PETALING JAYA: An academic, who is against multistream schools, has urged Putrajaya to look into the reasons why parents are shunning national schools.
Teo Kok Seong, a professor at Universiti Kebangsaan Malaysia, said homeschooling centres and vernacular schools, which are popping up everywhere, do not promote national identity and unity.
“The pride and the identity of a country are in its national schools. Yet, they are not becoming the number one choice for parents to send their children,” he told FMT.
He urged the education ministry to discuss and release guidelines to put an end to the on-going complaints by Malay and non-Malay parents on national schools.
Explaining why parents don’t send their children to national schools, Teo said some of the national schools were too Islamic in nature and the quality of teaching was also not up to the mark.
He claimed those administrating these schools are also being appointed on the basis of race, not merit.
Teo said parents don’t care if teachers belong to any particular race.
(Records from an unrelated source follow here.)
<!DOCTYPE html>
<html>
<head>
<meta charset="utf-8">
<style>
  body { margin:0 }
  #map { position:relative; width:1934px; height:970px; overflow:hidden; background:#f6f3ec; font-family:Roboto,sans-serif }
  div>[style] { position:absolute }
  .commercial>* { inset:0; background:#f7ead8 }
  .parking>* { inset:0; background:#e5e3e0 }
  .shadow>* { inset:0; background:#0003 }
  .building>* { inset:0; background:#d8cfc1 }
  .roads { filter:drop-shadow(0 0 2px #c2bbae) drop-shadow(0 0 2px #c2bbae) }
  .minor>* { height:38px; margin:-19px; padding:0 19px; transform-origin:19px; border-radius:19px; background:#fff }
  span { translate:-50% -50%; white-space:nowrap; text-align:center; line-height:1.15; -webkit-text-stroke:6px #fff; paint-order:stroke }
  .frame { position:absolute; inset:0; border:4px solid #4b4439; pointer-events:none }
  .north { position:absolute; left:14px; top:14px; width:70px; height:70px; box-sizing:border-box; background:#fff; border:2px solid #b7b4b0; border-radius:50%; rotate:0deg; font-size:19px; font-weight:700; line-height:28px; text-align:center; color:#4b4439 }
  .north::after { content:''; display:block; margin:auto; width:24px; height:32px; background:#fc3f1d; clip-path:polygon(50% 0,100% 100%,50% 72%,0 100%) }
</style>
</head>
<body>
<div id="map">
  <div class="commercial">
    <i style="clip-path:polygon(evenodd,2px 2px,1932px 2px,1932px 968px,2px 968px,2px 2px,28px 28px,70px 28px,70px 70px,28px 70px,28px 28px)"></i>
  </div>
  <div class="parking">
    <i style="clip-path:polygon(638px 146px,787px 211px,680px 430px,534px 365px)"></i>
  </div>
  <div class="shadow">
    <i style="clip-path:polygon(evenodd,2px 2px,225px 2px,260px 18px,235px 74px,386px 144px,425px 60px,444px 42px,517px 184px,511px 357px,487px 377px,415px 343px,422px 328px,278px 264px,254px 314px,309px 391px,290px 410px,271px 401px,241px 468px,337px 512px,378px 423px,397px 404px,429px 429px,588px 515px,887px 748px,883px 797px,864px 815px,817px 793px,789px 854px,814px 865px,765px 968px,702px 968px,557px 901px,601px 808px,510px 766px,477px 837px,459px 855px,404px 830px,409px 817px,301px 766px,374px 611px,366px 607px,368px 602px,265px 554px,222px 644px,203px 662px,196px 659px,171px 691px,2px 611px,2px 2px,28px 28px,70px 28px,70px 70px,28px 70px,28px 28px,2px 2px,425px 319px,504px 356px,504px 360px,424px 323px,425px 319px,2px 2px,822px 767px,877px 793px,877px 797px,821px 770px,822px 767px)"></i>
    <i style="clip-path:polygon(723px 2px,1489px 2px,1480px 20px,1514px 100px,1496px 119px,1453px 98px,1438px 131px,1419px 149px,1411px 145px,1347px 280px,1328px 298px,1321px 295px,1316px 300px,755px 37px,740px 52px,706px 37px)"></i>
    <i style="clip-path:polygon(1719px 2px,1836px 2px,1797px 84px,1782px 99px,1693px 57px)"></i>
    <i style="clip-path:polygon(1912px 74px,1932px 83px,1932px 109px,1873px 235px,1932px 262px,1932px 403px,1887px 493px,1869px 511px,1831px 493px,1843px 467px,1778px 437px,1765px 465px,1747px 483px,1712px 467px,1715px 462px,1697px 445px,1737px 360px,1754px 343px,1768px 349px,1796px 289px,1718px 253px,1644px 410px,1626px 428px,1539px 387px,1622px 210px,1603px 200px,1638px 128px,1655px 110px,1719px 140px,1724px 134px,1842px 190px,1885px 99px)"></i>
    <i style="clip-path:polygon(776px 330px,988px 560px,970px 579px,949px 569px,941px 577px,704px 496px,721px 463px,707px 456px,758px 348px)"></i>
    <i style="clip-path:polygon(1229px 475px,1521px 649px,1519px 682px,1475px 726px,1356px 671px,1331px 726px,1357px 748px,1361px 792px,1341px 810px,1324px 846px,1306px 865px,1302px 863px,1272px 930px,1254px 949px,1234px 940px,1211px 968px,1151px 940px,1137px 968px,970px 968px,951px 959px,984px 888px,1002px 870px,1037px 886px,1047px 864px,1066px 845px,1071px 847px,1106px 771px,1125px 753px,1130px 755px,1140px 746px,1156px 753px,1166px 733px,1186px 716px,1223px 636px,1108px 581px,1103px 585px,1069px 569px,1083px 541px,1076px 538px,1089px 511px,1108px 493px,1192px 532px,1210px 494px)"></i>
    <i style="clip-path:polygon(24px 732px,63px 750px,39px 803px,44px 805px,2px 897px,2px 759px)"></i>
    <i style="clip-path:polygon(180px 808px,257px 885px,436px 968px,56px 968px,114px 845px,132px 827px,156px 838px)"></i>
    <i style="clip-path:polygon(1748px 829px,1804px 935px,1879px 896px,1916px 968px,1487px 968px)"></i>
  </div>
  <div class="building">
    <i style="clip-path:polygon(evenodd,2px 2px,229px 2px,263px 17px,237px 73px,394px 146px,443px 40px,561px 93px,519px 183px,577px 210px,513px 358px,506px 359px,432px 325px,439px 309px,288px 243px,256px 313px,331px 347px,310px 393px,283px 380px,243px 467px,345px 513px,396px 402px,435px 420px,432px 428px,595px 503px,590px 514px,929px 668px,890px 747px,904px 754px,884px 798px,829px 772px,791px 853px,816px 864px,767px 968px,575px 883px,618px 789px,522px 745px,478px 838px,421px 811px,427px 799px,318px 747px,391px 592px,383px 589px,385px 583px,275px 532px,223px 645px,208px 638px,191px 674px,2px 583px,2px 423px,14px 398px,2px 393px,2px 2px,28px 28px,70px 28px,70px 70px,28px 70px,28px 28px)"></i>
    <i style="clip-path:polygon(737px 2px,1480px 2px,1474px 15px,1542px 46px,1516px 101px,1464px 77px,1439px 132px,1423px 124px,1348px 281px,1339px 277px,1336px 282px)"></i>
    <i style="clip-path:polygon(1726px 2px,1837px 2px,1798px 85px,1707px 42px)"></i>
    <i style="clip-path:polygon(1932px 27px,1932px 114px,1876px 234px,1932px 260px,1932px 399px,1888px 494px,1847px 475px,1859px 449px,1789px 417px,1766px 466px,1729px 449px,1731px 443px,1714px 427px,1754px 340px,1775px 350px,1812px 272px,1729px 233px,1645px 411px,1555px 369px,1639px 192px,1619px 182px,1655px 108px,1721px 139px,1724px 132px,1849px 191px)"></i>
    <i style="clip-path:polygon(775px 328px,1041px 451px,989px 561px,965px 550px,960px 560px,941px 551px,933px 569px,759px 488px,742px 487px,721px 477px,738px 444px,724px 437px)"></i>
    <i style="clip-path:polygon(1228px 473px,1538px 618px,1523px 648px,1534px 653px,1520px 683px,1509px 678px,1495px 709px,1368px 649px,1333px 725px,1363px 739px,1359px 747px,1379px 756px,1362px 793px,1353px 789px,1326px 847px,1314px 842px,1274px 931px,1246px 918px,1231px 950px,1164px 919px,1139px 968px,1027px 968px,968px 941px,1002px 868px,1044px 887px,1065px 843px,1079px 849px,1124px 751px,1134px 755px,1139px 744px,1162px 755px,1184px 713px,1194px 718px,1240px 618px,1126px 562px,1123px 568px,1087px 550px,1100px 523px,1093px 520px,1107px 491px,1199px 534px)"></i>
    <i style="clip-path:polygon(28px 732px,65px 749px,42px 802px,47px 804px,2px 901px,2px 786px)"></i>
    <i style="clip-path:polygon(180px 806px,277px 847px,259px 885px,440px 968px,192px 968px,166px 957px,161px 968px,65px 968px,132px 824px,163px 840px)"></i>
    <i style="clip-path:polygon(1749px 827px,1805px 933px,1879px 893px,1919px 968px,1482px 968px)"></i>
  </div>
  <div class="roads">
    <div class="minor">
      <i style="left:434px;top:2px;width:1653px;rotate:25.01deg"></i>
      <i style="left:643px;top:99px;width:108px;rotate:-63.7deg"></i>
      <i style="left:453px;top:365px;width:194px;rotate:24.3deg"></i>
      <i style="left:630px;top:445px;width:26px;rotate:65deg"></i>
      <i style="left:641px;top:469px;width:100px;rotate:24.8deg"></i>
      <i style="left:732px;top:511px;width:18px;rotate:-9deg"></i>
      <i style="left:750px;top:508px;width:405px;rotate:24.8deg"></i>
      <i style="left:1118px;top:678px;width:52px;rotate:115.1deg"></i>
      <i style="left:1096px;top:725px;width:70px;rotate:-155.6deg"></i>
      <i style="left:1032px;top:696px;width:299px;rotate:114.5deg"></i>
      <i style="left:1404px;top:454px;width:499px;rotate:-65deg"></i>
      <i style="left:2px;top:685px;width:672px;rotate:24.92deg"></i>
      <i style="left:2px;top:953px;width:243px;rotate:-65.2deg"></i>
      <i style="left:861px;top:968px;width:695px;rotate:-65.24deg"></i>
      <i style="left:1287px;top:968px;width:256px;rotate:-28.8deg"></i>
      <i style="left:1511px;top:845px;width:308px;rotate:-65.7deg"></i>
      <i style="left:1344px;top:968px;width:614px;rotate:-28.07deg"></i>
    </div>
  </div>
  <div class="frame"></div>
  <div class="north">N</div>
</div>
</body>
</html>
What they expect of teachers is “dedication and quality”.
“Choose them on the basis of merit, not the race.”
He said the education ministry should also try to change the perception of parents who think national schools are “too Islamic”.
Failure of the ministry in addressing the complaints of parents could result in Malaysia continuing to have multistream schools and children from only one race mingling with each other, he said.
“We are racially dividing our children from a very young age. This is bad for national unity.”
Teo said the government should take measures to make national schools the first choice for parents.
Every year, about half a million students start their Year One in Malaysia.
The country has national schools, Chinese and Tamil vernacular schools, Islamic schools, homeschooling centres and private and international schools.
Many parents prefer vernacular schools as the language, identity and culture of a particular community are given importance.